Es por eso que quiero presentar a Fidel Sepúlveda en esa triple faceta de hombre, de poeta y de maestro, toda vez que la vida nos hizo converger en el territorio privilegiado de la amistad, compartiendo estrechamente valores, gustos, quehaceres y la vida familiar por más de 40 años. Este sitial me permitió ser testigo privilegiado del pleno desarrollo que puede alcanzar una persona cuando es por completo fiel a sí misma, facilitando con ello la movilización de sus impulsos más profundos y soterrados hacia una dimensión solidaria y trascendente.

FIDEL, EL HOMBRE Y EL HOMBRÓN

Algunos nos referíamos con ese término a Fidel. Por ejemplo, se escuchaba en una reunión de amigos: ¿Sabes si va a venir el hombrón? Desde temprano supimos que Fidel trascendía la mera categoría del género masculino. El iba poco a poco consolidándose en la mente de sus cercanos como alguien que avalaba con su propia humanidad lo más profundo de su quehacer intelectual.

El apodo de hombrón, con esa sonoridad fuerte de la última sílaba, parecía reflejar fielmente su originalidad a la par de mostrarlo bien anclado a la tierra. No a una tierra abstracta y universal, sino a la tierra concreta, la campesina, la chilena. Y más aún, a la tierra de su tierra, la de sus localidades amadas de la provincia de Ñuble, la tierra que lo vio nacer y que lo signó con una marca indeleble: la del caserío de San José. Se trataba -se trata aún- de unas pocas casas
aisladas y enclavadas en los cerros aledaños a la localidad de Cobquecura, esa que lo hizo exclamar un día, con impaciente ironía barroca:

¿Con qué cura se cura Cobquecura?

 

 
Fidel Sepúlveda y José Luis Villalba en un encuentro con el arte organizado por ellos hacia fines de los 90 en el Centro Los Almendros, Huechuraba.


Fidel Sepúlveda y Gastón Soublette, la noche de San Juan de 2005 en la casa de calle Campoamor


Soledad y Fidel en la parcela de su yerno Pablo y su hija Javiera en San José de Maipo, año 2004.


Soledad y Fidel en la parcela de su yerno Pablo y su hija Javiera en San José de Maipo, año 2004.

El apodo de hombrón fue con el tiempo sustituido por el de maestro, siempre en el contexto del usted, aunque algunos íntimos a veces lo llamábamos Fido y, olvidando los tácitos rituales, lo tuteáramos.

Pero sus comienzos no fueron fáciles. “Yo conocí muy de cerca el hambre; duele aquí en la cabeza”, me confidenció Fidel en una ocasión.
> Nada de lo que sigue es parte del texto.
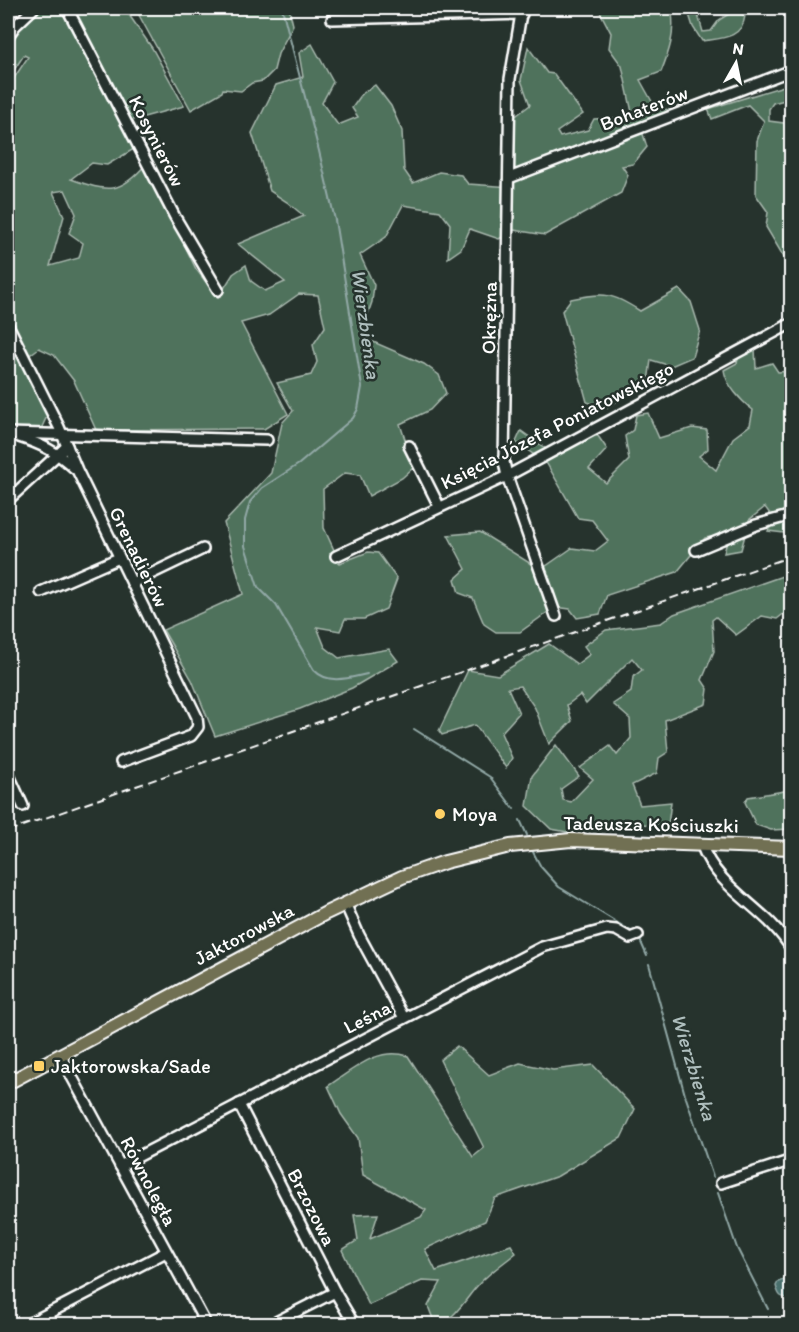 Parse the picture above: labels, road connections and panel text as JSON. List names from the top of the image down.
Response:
{
  "streets": {
    "main road": ["Tadeusza Kościuszki", "Jaktorowska"],
    "street": [
      "Bohaterów",
      "Kosynierów",
      "Okrężna",
      "Księcia Józefa Poniatowskiego",
      "Grenadierów",
      "Leśna",
      "Równoległa",
      "Brzozowa"
    ]
  },
  "crossings": [
    ["Bohaterów", "Okrężna"],
    ["Okrężna", "Księcia Józefa Poniatowskiego"],
    ["Tadeusza Kościuszki", "Jaktorowska"],
    ["Jaktorowska", "Równoległa"],
    ["Leśna", "Równoległa"],
    ["Leśna", "Brzozowa"]
  ],
  "water": ["Wierzbienka"],
  "places": {
    "other": ["Moya"],
    "transit": ["Jaktorowska/Sade"]
  },
  "north": "top"
} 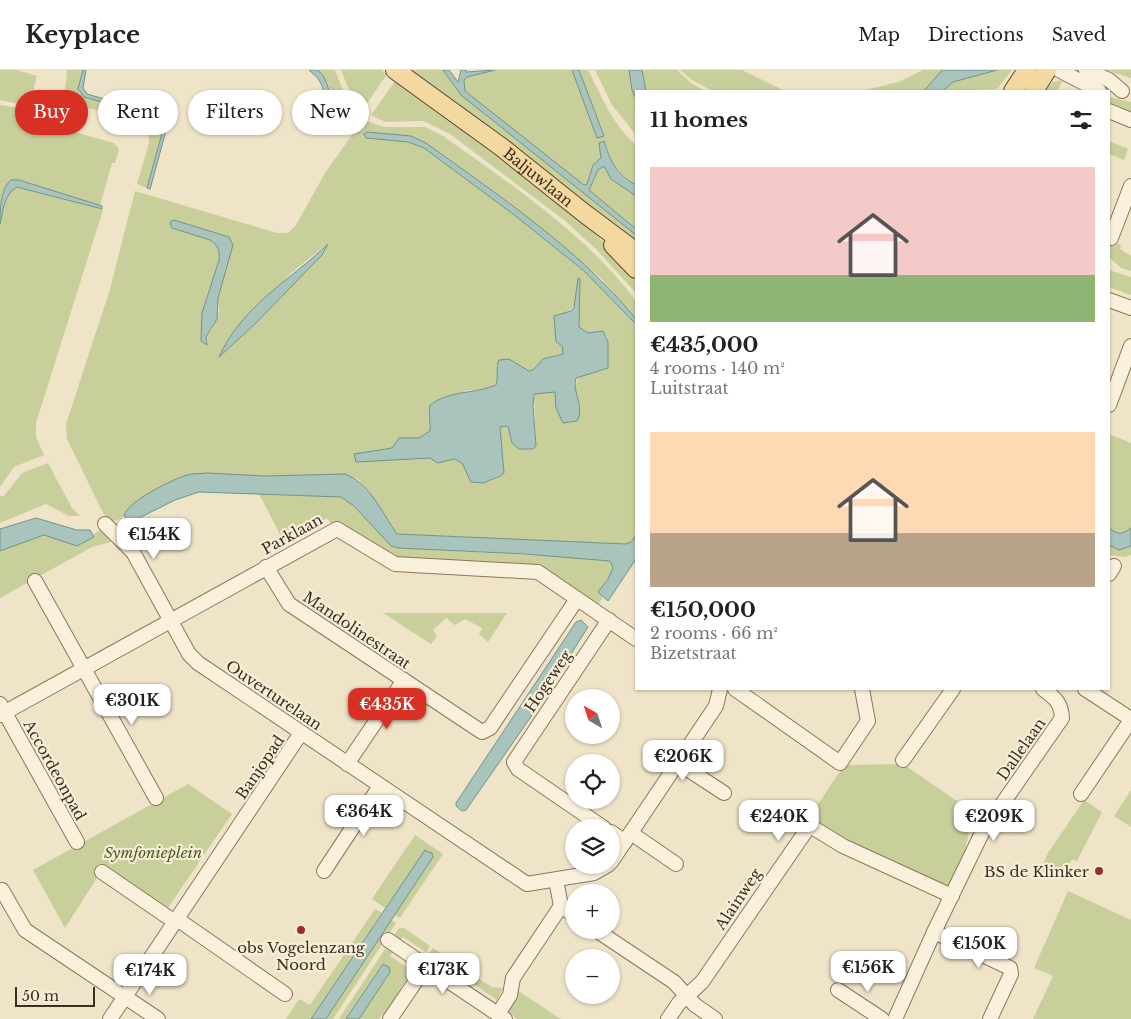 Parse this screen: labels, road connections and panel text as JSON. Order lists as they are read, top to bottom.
{
  "streets": {
    "main road": ["Baljuwlaan"],
    "street": [
      "Parklaan",
      "Mandolinestraat",
      "Hogeweg",
      "Ouverturelaan",
      "Dallelaan",
      "Banjopad",
      "Accordeonpad",
      "Alainweg"
    ]
  },
  "crossings": [
    ["Parklaan", "Mandolinestraat"],
    ["Parklaan", "Hogeweg"],
    ["Parklaan", "Ouverturelaan"],
    ["Parklaan", "Accordeonpad"],
    ["Ouverturelaan", "Banjopad"],
    ["Dallelaan", "Alainweg"]
  ],
  "parks": ["Symfonieplein"],
  "places": ["BS de Klinker", "obs Vogelenzang Noord"],
  "scale_bar": "50 m",
  "north": "top left",
  "page": {
    "header": "Keyplace",
    "nav": ["Map", "Directions", "Saved"],
    "chip": [
      "Buy",
      "Rent",
      "Filters",
      "New"
    ],
    "heading": "11 homes",
    "list": [
      {
        "name": "€435,000",
        "note": "4 rooms · 140 m² · Luitstraat"
      },
      {
        "name": "€150,000",
        "note": "2 rooms · 66 m² · Bizetstraat"
      }
    ],
    "price": [
      "€154K",
      "€301K",
      "€435K",
      "€206K",
      "€364K",
      "€240K",
      "€209K",
      "€150K",
      "€156K",
      "€173K",
      "€174K"
    ],
    "map_buttons": ["+", "−"],
    "scale": "50 m"
  }
}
Es que, cuando era niño, perdió tempranamente a su padre y doña Alejandrina, su madre, se vio enfrentada a la carestía más completa debiéndose trasladar desde Cobquecura a Chillán. Para tener un mínimo ingreso, ella amasaba pan y él salía a venderlo en un canasto de mimbre. No siempre tenía éxito. Entonces, había que sustentarse con menos de lo mínimo.
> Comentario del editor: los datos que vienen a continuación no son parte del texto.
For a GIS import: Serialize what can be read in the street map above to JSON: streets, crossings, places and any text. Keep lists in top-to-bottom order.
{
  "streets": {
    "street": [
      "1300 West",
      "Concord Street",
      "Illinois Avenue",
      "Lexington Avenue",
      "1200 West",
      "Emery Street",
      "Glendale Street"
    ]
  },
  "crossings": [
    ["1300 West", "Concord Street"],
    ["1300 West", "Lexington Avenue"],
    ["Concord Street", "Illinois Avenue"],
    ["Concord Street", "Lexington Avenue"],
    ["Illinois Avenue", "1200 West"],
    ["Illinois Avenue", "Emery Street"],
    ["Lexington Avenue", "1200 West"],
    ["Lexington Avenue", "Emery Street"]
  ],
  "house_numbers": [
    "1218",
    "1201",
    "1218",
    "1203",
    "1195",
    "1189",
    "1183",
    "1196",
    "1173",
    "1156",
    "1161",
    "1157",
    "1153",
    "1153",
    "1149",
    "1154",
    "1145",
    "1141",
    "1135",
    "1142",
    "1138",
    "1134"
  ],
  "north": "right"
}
Fue entonces cuando doña Alejandrina tuvo la ocurrencia de internar a Fidel en el Seminario Menor de los Franciscanos de Chillán para que al menos fuera alimentado y educado sin que fuera una sobrecarga económica imposible de llevar. Allí terminó de cursar la primaria y la secundaria, aprendiendo de paso latín, griego y nociones de filosofía y teología.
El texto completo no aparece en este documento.